_PROBLEM STATEMENT:_ Each entry should be set down again verbatim, with the images omitted.
━━ DATA ━━
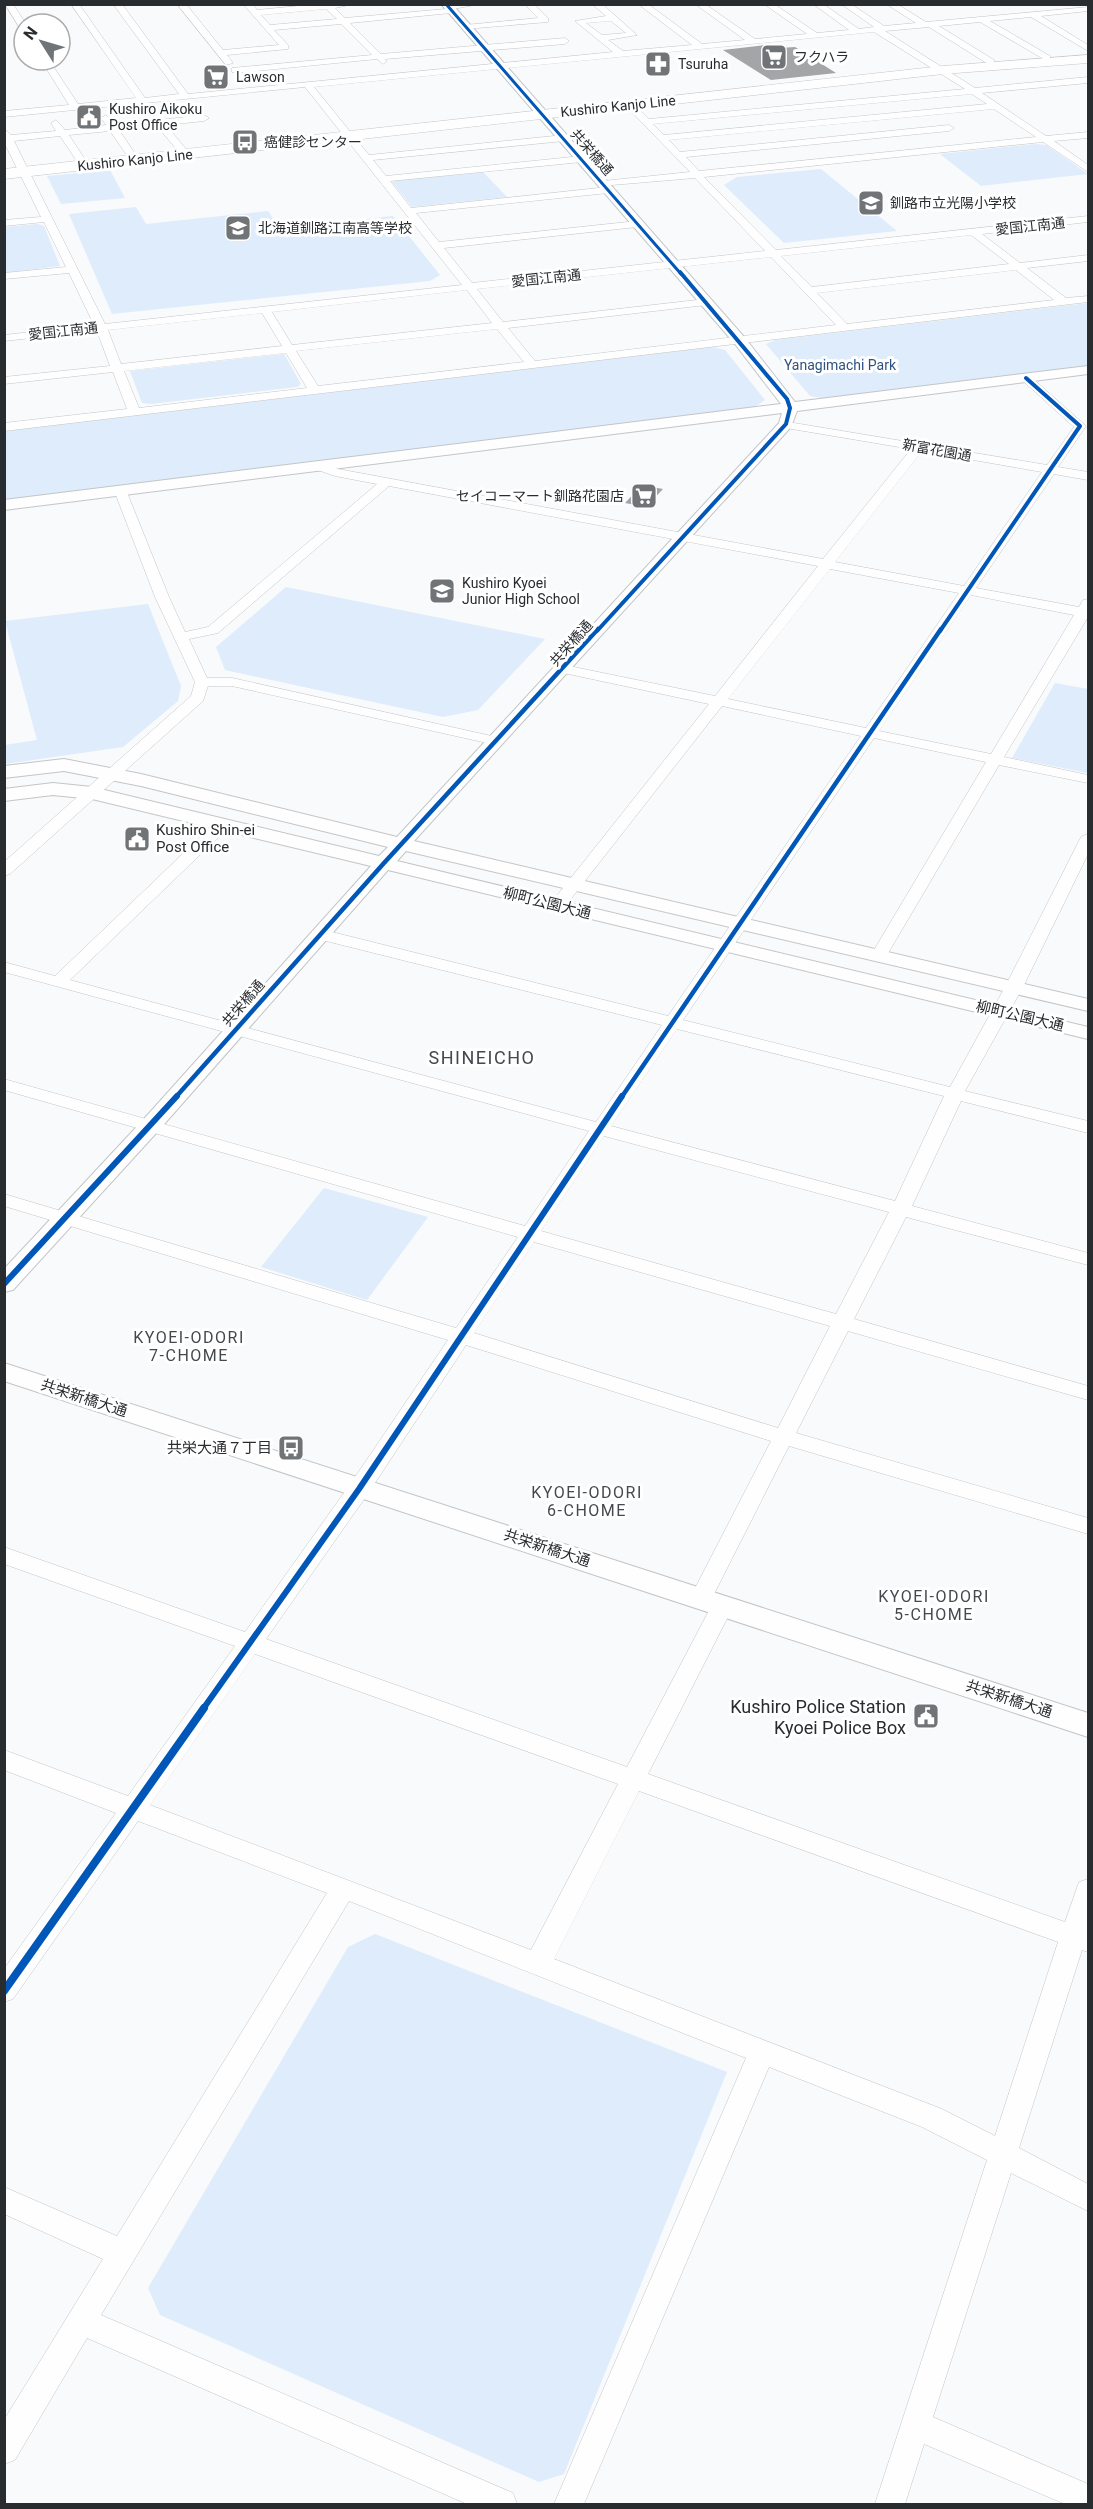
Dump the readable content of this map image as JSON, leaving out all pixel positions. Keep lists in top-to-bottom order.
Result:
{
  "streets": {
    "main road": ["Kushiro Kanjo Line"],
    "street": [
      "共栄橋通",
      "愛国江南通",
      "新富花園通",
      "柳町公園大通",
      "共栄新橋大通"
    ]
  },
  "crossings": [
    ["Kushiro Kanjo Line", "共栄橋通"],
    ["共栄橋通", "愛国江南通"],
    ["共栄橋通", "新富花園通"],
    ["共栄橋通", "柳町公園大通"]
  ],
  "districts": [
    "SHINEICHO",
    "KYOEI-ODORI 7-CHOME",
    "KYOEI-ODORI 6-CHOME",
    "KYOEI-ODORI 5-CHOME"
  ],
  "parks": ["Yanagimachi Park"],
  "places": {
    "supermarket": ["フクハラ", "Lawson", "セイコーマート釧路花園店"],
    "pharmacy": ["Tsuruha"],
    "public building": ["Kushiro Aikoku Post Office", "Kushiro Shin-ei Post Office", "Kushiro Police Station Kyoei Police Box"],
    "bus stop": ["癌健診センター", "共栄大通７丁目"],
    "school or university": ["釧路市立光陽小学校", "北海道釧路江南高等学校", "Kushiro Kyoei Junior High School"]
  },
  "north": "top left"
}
━━━
_EXPECTED ANSWER:_
Dump the readable content of this map image as JSON, leaving out all pixel positions. Keep lists in top-to-bottom order.
Result:
{
  "streets": {
    "main road": ["Kushiro Kanjo Line"],
    "street": [
      "共栄橋通",
      "愛国江南通",
      "新富花園通",
      "柳町公園大通",
      "共栄新橋大通"
    ]
  },
  "crossings": [
    ["Kushiro Kanjo Line", "共栄橋通"],
    ["共栄橋通", "愛国江南通"],
    ["共栄橋通", "新富花園通"],
    ["共栄橋通", "柳町公園大通"]
  ],
  "districts": [
    "SHINEICHO",
    "KYOEI-ODORI 7-CHOME",
    "KYOEI-ODORI 6-CHOME",
    "KYOEI-ODORI 5-CHOME"
  ],
  "parks": ["Yanagimachi Park"],
  "places": {
    "supermarket": ["フクハラ", "Lawson", "セイコーマート釧路花園店"],
    "pharmacy": ["Tsuruha"],
    "public building": ["Kushiro Aikoku Post Office", "Kushiro Shin-ei Post Office", "Kushiro Police Station Kyoei Police Box"],
    "bus stop": ["癌健診センター", "共栄大通７丁目"],
    "school or university": ["釧路市立光陽小学校", "北海道釧路江南高等学校", "Kushiro Kyoei Junior High School"]
  },
  "north": "top left"
}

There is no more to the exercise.